The Apple Watch 4 uses its pulse sensor to monitor the heart rate of the wearer. The ECG function specifically looks at heart rates that are too fast, too slow or too irregular – activity that is linked to AFib. If it detects such activity, it warns the wearer.
The Apple-sponsored study, submitted to the FDA, called the Apple Heart Study and made in collaboration with Stanford Medicine, started last November and completed earlier this month. It included 588 individuals – half had AFib, while the other half had healthy heart rates.

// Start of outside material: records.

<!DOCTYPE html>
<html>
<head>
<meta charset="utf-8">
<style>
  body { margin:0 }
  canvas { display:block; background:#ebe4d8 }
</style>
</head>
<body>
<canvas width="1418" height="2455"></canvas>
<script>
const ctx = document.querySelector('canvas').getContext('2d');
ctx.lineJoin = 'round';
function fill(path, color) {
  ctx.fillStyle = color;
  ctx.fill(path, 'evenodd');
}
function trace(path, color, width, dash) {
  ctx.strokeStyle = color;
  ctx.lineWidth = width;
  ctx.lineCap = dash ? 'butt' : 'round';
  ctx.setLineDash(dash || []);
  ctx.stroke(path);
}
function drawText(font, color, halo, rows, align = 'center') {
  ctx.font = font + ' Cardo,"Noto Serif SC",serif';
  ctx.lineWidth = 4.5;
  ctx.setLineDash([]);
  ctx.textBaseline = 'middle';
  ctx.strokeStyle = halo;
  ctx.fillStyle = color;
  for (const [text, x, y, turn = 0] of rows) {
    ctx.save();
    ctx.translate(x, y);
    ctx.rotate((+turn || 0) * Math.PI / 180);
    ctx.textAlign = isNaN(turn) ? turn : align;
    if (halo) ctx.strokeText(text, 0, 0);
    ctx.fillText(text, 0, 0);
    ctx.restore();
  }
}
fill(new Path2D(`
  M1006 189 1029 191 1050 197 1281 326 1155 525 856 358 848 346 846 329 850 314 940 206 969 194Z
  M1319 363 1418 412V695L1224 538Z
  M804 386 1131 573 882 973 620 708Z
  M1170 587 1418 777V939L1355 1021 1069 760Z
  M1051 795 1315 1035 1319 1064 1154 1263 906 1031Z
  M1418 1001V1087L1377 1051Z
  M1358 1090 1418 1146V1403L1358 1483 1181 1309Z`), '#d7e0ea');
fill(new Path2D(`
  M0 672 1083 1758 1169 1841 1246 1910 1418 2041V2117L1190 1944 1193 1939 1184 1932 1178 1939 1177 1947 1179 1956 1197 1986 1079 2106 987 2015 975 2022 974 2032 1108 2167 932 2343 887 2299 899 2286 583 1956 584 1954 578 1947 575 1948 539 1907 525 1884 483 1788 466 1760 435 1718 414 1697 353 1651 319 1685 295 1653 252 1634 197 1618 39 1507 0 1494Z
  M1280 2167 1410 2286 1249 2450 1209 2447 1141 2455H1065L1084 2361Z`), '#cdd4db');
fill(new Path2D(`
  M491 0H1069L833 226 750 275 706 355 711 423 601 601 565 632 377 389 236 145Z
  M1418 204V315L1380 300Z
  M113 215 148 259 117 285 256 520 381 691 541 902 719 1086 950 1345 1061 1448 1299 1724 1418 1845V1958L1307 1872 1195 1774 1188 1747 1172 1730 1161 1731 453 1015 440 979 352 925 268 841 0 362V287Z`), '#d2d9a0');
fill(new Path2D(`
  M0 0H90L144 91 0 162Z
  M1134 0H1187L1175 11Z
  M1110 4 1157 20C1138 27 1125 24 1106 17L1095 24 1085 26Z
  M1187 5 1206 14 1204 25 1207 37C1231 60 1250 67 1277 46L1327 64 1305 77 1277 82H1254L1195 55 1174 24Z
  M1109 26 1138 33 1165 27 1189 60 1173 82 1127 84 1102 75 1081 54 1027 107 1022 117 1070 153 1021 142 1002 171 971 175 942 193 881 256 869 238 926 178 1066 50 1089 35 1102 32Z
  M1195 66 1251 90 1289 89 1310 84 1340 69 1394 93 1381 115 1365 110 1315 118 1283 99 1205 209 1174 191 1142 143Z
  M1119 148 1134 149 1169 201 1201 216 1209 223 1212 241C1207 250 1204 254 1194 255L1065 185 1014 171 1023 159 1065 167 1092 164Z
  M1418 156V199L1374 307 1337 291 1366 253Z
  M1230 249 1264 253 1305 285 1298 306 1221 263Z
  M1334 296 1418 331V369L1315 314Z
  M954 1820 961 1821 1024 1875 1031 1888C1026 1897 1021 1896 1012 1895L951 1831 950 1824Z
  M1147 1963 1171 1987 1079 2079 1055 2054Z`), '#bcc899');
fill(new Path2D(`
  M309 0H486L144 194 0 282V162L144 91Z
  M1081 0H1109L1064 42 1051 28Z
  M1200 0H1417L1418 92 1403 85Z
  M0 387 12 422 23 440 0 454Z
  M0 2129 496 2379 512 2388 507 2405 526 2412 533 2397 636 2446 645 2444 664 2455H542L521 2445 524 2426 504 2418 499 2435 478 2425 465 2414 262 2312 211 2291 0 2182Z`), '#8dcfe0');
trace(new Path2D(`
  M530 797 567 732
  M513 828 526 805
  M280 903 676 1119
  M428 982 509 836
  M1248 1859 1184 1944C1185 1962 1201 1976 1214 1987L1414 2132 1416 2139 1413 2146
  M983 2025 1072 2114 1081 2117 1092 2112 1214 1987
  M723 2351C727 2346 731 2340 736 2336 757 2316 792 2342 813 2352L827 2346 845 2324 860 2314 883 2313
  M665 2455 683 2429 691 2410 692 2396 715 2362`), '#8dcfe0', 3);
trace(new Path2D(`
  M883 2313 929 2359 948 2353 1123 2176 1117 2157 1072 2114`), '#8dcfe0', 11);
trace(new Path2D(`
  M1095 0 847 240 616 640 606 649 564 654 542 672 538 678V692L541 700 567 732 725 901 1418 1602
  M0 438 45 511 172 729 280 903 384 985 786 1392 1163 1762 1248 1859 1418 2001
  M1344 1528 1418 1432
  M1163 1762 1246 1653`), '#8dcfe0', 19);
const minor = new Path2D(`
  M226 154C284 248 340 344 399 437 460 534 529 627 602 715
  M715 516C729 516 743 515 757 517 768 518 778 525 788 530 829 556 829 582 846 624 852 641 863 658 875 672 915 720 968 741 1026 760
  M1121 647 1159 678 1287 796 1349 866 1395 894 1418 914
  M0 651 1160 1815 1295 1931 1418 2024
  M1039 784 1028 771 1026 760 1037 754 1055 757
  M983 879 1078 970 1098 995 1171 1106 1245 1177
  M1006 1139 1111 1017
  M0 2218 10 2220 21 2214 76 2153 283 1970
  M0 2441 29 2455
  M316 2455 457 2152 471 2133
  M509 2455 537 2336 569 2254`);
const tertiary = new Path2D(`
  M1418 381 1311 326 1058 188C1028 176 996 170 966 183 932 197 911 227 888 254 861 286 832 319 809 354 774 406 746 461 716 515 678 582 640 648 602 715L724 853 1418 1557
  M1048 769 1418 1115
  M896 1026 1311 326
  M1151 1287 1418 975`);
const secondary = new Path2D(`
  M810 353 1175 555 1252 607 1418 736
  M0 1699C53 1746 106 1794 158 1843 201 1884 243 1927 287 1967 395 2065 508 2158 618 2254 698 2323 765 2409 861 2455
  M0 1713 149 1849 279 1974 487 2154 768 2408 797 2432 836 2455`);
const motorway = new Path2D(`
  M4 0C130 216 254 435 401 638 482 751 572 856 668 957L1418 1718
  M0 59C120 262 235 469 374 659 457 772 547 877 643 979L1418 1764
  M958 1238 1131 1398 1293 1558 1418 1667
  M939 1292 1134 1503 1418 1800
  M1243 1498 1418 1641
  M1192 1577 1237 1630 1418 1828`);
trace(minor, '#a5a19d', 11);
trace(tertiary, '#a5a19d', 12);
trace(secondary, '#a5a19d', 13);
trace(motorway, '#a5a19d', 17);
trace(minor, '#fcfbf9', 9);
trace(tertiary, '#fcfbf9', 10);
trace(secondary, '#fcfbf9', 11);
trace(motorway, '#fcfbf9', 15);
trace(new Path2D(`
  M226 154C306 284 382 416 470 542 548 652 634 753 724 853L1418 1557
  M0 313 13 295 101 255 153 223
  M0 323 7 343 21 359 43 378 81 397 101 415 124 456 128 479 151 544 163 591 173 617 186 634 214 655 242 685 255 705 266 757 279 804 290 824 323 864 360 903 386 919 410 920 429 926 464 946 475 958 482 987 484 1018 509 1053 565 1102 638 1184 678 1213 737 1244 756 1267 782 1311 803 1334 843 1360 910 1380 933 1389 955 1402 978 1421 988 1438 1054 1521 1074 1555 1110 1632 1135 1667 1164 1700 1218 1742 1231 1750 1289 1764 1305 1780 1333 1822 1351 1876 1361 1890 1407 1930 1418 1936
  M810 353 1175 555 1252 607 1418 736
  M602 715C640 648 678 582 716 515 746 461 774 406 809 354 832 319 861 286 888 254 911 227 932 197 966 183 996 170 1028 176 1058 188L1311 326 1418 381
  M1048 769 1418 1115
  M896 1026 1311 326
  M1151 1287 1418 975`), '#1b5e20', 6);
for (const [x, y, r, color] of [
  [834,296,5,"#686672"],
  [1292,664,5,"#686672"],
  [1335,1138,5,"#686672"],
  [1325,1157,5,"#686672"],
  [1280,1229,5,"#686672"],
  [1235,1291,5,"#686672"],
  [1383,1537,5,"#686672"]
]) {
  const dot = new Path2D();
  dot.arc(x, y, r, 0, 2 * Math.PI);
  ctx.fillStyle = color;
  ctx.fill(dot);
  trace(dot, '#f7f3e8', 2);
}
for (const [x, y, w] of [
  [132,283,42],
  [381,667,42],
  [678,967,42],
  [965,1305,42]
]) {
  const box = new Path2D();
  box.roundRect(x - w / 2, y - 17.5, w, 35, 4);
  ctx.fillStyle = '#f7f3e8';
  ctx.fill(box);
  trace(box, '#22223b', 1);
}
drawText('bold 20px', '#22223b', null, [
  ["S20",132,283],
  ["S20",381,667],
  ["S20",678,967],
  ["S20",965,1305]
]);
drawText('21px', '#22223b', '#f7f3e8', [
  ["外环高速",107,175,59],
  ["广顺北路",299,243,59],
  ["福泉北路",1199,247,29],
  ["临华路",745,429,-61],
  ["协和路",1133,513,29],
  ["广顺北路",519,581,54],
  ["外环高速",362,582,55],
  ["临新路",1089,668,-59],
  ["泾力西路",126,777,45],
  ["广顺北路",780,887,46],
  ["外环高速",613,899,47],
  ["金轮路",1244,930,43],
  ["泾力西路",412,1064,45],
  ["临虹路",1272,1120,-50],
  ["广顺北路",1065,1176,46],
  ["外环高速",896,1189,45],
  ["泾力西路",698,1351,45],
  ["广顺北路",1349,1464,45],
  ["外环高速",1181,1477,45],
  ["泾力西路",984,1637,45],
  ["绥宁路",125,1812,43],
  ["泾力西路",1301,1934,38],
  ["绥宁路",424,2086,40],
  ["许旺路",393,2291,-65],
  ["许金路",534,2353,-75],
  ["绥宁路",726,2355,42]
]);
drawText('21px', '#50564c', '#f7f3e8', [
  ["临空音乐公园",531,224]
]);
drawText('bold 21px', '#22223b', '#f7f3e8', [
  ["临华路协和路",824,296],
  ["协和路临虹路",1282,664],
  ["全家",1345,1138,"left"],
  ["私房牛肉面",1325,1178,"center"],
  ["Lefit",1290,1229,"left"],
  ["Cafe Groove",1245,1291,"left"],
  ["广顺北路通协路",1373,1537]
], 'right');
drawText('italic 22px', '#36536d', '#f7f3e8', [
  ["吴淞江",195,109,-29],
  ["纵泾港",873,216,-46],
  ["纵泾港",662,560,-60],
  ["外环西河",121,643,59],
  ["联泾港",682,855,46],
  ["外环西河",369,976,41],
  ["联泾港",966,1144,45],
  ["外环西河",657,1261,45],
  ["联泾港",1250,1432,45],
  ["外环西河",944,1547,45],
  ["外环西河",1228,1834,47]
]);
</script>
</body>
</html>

During the study, Apple Watches with a specific study app were able to identify more than 98% of patients who had AFib and more than 99% who were healthy. The study helped Apple get two FDA clearances by using data to show that the device was used safely.
The single sensor of the Apple Watch 4 would not be a substitute for the right medical procedure, as Quartz indicates. A medical protocol for ECGs typically requires confirming a dozen different "leads" that are placed over the patient's body to examine their cardiac activity. In the approval of the FDA letter (PDF), the agency required Apple to inform the users of its ECG software of the risks associated with erroneous arrhythmia detection and the dangers of misinterpretation or excessive dependency on the software.
The FDA considers the Apple Watch 4 to be a "Class II & # 39; risk device; For reference, pacemakers are & # 39; class III & # 39 ;.